La lotta all’evasione fiscale è sempre più al centro delle strategie di controllo del Fisco. In Italia, dove i poteri dell’Agenzia delle entrate sono stati notevolmente ampliati in questo senso (arrivando a verificare persino i nostri profili social), ma anche a livello europeo. Il Consiglio Ue ha appena adottato una nuova direttiva per la creazione di un sofisticato sistema elettronico centrale per l’archiviazione delle informazioni sui pagamenti di tutti i cittadini europei e per il trattamento di queste informazioni da parte dei funzionari nazionali anti-frode.

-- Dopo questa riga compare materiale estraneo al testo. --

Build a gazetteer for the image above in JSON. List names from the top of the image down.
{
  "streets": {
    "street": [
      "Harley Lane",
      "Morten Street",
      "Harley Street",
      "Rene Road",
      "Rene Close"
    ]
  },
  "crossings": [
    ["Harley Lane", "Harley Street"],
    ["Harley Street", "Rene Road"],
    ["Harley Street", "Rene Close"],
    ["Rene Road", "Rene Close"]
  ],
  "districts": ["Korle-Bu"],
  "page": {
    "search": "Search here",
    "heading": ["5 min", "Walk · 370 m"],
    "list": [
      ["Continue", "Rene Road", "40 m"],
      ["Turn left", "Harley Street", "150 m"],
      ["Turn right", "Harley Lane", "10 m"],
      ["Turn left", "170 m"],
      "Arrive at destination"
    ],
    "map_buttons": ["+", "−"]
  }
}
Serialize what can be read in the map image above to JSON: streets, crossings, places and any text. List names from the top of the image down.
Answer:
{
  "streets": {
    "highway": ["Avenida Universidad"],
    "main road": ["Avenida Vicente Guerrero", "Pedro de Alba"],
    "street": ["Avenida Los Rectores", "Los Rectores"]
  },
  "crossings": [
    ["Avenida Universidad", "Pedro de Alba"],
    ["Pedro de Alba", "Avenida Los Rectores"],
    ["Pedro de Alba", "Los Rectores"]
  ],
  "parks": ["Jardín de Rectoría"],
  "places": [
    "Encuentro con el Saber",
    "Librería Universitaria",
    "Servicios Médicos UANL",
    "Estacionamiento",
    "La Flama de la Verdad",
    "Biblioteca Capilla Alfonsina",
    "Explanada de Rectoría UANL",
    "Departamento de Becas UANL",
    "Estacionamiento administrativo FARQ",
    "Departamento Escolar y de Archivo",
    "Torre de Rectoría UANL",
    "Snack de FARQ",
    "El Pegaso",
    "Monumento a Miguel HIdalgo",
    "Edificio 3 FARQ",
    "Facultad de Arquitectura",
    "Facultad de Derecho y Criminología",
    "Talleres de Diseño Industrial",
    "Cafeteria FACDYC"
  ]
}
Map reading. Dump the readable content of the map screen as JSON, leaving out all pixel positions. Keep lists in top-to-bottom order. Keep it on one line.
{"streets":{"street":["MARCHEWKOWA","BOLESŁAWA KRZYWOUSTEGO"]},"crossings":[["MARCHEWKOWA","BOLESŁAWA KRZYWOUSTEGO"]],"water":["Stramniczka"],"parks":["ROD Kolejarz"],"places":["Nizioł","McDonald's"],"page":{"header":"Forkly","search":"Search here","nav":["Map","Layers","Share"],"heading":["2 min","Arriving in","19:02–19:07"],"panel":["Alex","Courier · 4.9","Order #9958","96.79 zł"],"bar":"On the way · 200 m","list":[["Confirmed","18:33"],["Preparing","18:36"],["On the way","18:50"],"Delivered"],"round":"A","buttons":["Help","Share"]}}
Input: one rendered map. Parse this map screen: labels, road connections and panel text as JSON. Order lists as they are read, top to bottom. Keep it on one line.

GLI OBBLIGHI DA RISPETTARE

Come riporta quifinanza.it, le nuove norme modificano la direttiva Iva introducendo l’obbligo, per i prestatori di servizi di pagamento, di conservare la documentazione sui pagamenti transfrontalieri relativi al commercio elettronico. I dati saranno poi messi a disposizione delle autorità fiscali nazionali tenendo conto di sicurezza informatica e privacy. L’obiettivo è il contrasto all’elusione dell’Iva. Oltre a un’intensificazione della cooperazione amministrativa nel settore dell’Iva, stavolta a essere monitorati e tracciati saranno gli acquisti dei cittadini che si rivolgono alle piattaforme di commercio elettronico. In pratica, il super Fisco europeo traccerà tutti i nostri acquisti online. Oggi, per la maggior parte degli acquisti online, i pagamenti sono eseguiti tramite prestatori di servizi di pagamento. Questi detengono già diverse informazioni specifiche che permettono ad esempio di identificare il destinatario o beneficiario del pagamento, l’indicazione della data, l’importo e lo Stato membro di origine.

LA NUOVA NORMATIVA

Le nuove norme prevedono un nuovo obbligo: quello di conservare i dati dei pagamenti per almeno tre anni. Non solo. Sarà anche possibile introdurre un massimale sulla base del numero di pagamenti ricevuti da un beneficiario nel corso di un trimestre, al fine di dimostrare che il pagamento è stato ricevuto per attività economica.Le nuove disposizioni entreranno in vigore dal 2024.